_DATA FOR THIS EXERCISE_:
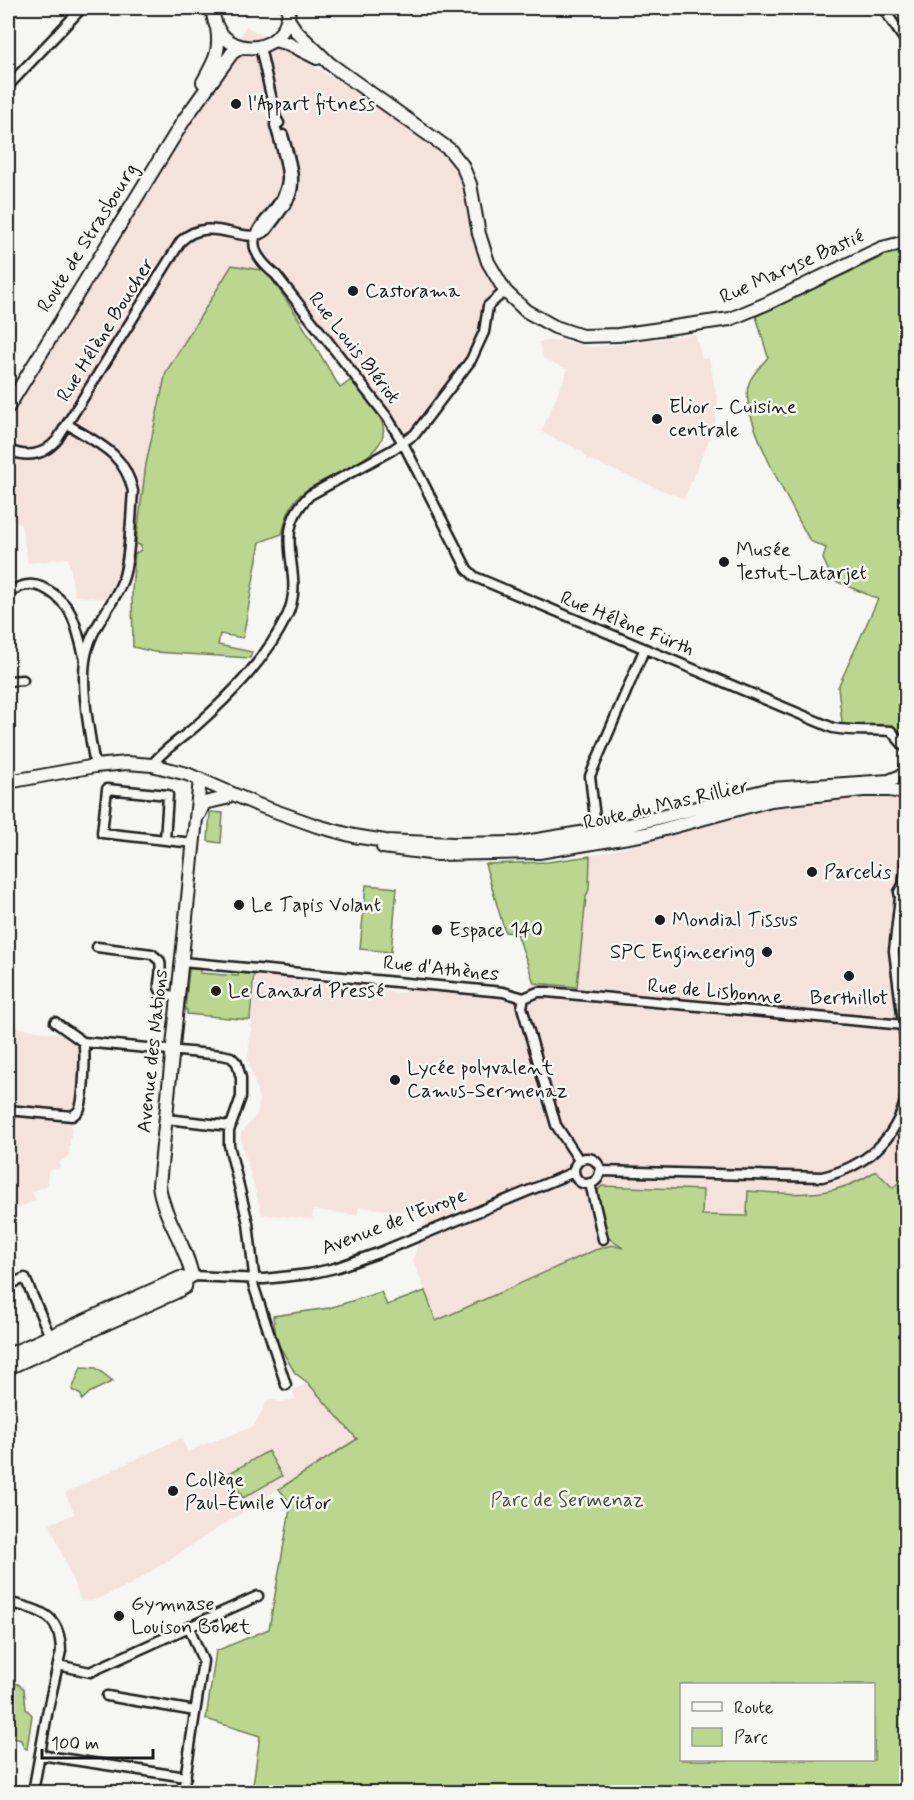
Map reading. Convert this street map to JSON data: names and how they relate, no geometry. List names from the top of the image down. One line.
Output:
{"streets":{"main road":["Route de Strasbourg","Rue Maryse Bastié","Route du Mas Rillier","Avenue des Nations","Avenue de l'Europe"],"street":["Rue Hélène Boucher","Rue Louis Blériot","Rue Hélène Fürth","Rue d'Athènes","Rue de Lisbonne"]},"crossings":[["Rue Hélène Boucher","Rue Louis Blériot"],["Rue Louis Blériot","Rue Hélène Fürth"],["Route du Mas Rillier","Avenue des Nations"],["Rue d'Athènes","Rue de Lisbonne"],["Rue d'Athènes","Avenue des Nations"],["Rue d'Athènes","Avenue de l'Europe"],["Avenue des Nations","Avenue de l'Europe"]],"parks":["Parc de Sermenaz"],"places":["l'Appart fitness","Castorama","Elior - Cuisine centrale","Musée Testut-Latarjet","Parcelis","Le Tapis Volant","Mondial Tissus","Espace 140","SPC Engineering","Berthillot","Le Canard Pressé","Lycée polyvalent Camus-Sermenaz","Collège Paul-Émile Victor","Gymnase Louison Bobet"],"legend":["Route","Parc"],"scale_bar":"100 m"}
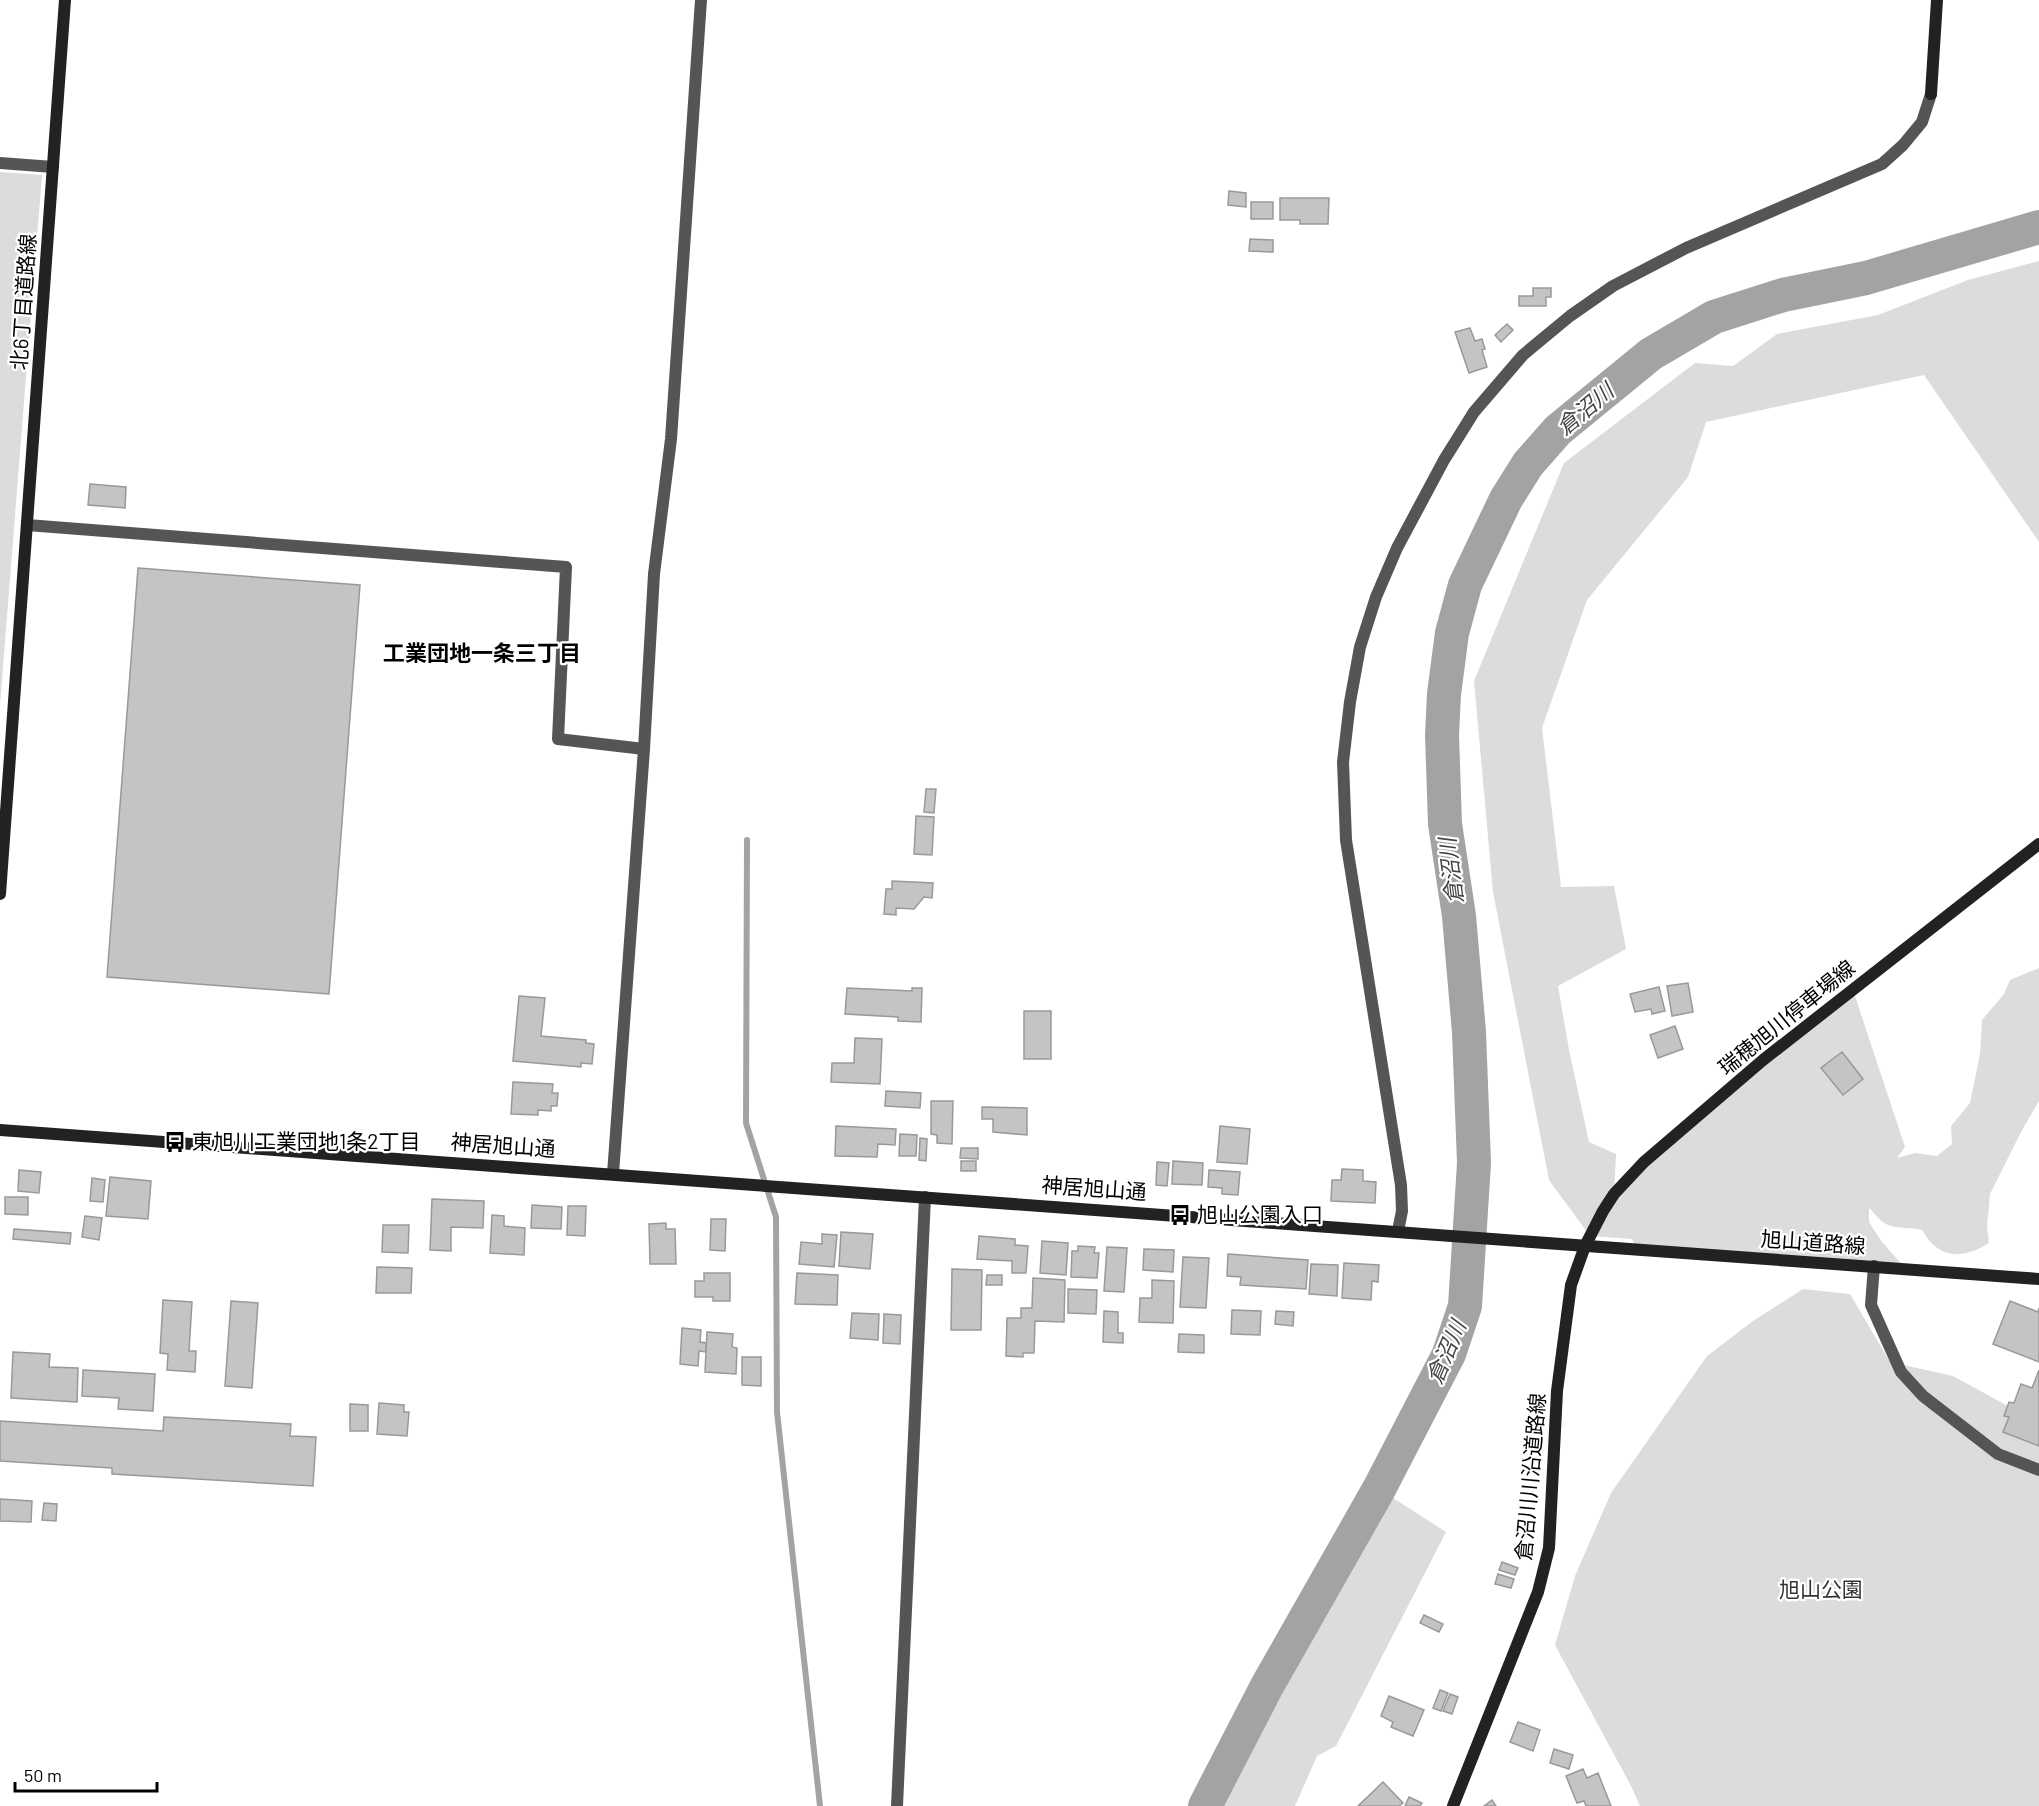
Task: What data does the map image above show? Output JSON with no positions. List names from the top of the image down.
{
  "streets": {
    "main road": [
      "北6丁目道路線",
      "瑞穂旭川停車場線",
      "神居旭山通",
      "旭山道路線",
      "倉沼川川沿道路線"
    ]
  },
  "crossings": [
    ["瑞穂旭川停車場線", "神居旭山通"],
    ["瑞穂旭川停車場線", "旭山道路線"],
    ["瑞穂旭川停車場線", "倉沼川川沿道路線"],
    ["神居旭山通", "旭山道路線"],
    ["神居旭山通", "倉沼川川沿道路線"],
    ["旭山道路線", "倉沼川川沿道路線"]
  ],
  "districts": ["工業団地一条三丁目"],
  "water": ["倉沼川"],
  "parks": ["旭山公園"],
  "places": {
    "bus stop": ["東旭川工業団地1条2丁目", "旭山公園入口"]
  },
  "scale_bar": "50 m"
}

_EXERCISE DETAILS_: Give back all the data exactly, minus pictures.

_RESPONSE TO THE EXERCISE_:
Map reading. Convert this street map to JSON data: names and how they relate, no geometry. List names from the top of the image down. One line.
Output:
{"streets":{"main road":["Route de Strasbourg","Rue Maryse Bastié","Route du Mas Rillier","Avenue des Nations","Avenue de l'Europe"],"street":["Rue Hélène Boucher","Rue Louis Blériot","Rue Hélène Fürth","Rue d'Athènes","Rue de Lisbonne"]},"crossings":[["Rue Hélène Boucher","Rue Louis Blériot"],["Rue Louis Blériot","Rue Hélène Fürth"],["Route du Mas Rillier","Avenue des Nations"],["Rue d'Athènes","Rue de Lisbonne"],["Rue d'Athènes","Avenue des Nations"],["Rue d'Athènes","Avenue de l'Europe"],["Avenue des Nations","Avenue de l'Europe"]],"parks":["Parc de Sermenaz"],"places":["l'Appart fitness","Castorama","Elior - Cuisine centrale","Musée Testut-Latarjet","Parcelis","Le Tapis Volant","Mondial Tissus","Espace 140","SPC Engineering","Berthillot","Le Canard Pressé","Lycée polyvalent Camus-Sermenaz","Collège Paul-Émile Victor","Gymnase Louison Bobet"],"legend":["Route","Parc"],"scale_bar":"100 m"}
Task: What data does the map image above show? Output JSON with no positions. List names from the top of the image down.
{
  "streets": {
    "main road": [
      "北6丁目道路線",
      "瑞穂旭川停車場線",
      "神居旭山通",
      "旭山道路線",
      "倉沼川川沿道路線"
    ]
  },
  "crossings": [
    ["瑞穂旭川停車場線", "神居旭山通"],
    ["瑞穂旭川停車場線", "旭山道路線"],
    ["瑞穂旭川停車場線", "倉沼川川沿道路線"],
    ["神居旭山通", "旭山道路線"],
    ["神居旭山通", "倉沼川川沿道路線"],
    ["旭山道路線", "倉沼川川沿道路線"]
  ],
  "districts": ["工業団地一条三丁目"],
  "water": ["倉沼川"],
  "parks": ["旭山公園"],
  "places": {
    "bus stop": ["東旭川工業団地1条2丁目", "旭山公園入口"]
  },
  "scale_bar": "50 m"
}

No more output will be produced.